May 30, 2015

vSphere Storage Terminologies - RAID


RAID - Redundant Array of Independent Disks

"In spite of the technological wonder of hard disks, they do fail—and fail predictably,. RAID schemes address this by leveraging multiple disks together and using copies of data to support I/O until the drive can be replaced and the RAID protection can be rebuilt.

Each RAID configuration tends to have different performance characteristics and different capacity overhead impact."

The goal of RAID is to increase disk performance, disk redundancy or both. "The performance increase is a function of striping: data is spread across multiple disks to allow reads and writes to use all the disks' IO queues simultaneously.”

"It really is a technological miracle that magnetic disks work at all. What a disk does all day long is analogous to a pilot flying a 747 at 600 miles per hour 6 inches off the ground and reading pages in a book while doing it!"


RAID-0 (Striping with no parity) (Striping at the Block-level)
RAID-0: when speed of access is more important than block-level data redundancy.

Note: RAID-0 should really be thought of as AID-0 as there is no "R"edundancy.

  • Has a good performance profile
  • Space efficiency is 100%
  • Is a Single-Point-Of-Failure (SPOF)
A good reason for using RAID-0 (striping) is to improve performance. The performance increase comes from read and write operations across multiple drives. In addition, striping allows for high data transfer rates because there will be no parity calculations.
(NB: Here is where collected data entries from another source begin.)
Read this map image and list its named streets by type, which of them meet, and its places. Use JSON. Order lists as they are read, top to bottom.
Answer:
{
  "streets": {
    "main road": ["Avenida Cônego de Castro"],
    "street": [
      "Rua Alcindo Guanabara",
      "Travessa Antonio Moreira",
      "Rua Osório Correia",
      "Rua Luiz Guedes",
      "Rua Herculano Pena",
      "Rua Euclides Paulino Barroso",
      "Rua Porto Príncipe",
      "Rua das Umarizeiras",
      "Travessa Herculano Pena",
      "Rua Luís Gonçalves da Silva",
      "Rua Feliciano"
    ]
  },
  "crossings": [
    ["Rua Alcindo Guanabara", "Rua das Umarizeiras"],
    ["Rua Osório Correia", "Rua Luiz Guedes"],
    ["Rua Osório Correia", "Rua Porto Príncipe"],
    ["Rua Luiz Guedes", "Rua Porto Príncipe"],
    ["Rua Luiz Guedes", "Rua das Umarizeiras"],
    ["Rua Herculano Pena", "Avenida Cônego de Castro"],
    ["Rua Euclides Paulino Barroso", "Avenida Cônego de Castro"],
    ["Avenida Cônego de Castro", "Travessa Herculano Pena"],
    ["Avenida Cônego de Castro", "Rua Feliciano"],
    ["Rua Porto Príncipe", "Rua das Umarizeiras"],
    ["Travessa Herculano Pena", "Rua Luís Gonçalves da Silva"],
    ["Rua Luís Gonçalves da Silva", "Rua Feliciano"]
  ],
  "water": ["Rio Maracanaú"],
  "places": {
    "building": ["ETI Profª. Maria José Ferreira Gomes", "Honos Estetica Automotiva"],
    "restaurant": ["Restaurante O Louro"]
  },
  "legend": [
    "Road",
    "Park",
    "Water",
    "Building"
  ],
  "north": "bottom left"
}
RAID-0 also makes available 100% of the disk space to the system. I.e. it does not reserve any part of the disk group for array management. The total usable space is the sum of all available space in the array set.

The hardware or software array management software is responsible for making the array look like a single virtual disk drive. Striping takes portions of multiple physical disk drives and combines them into one virtual disk drive that is presented to the application.

The disadvantage of Raid-0 is no redundancy. This RAID level offers no redundancy and no protection against drive failure. It has a higher aggregate risk than a single disk as the failure of any single disk affects the whole RAID group.

The loss of one physical disk drive will result in the loss of all the data on all the striped disk drives.
This RAID type is usually not appropriate for production vSphere use because of the availability profile.

"RAID 0 takes your block of data, splits it up into as many pieces as you have disks (2 disks → 2 pieces, 3 disks → 3 pieces) and then writes each piece of the data to a seperate disk.

This means that a single disk failure destroys the entire array (because you have Part 1 and Part 2, but no Part 3), but it provides very fast disk access."



With RAID-01, first divide the array set into two groups of disks. Stripe the first group, then mirror the first group to the second group.

RAID-0 can be coupled with RAID-1 to form RAID 0+1, which stripes data across pairs of mirrors.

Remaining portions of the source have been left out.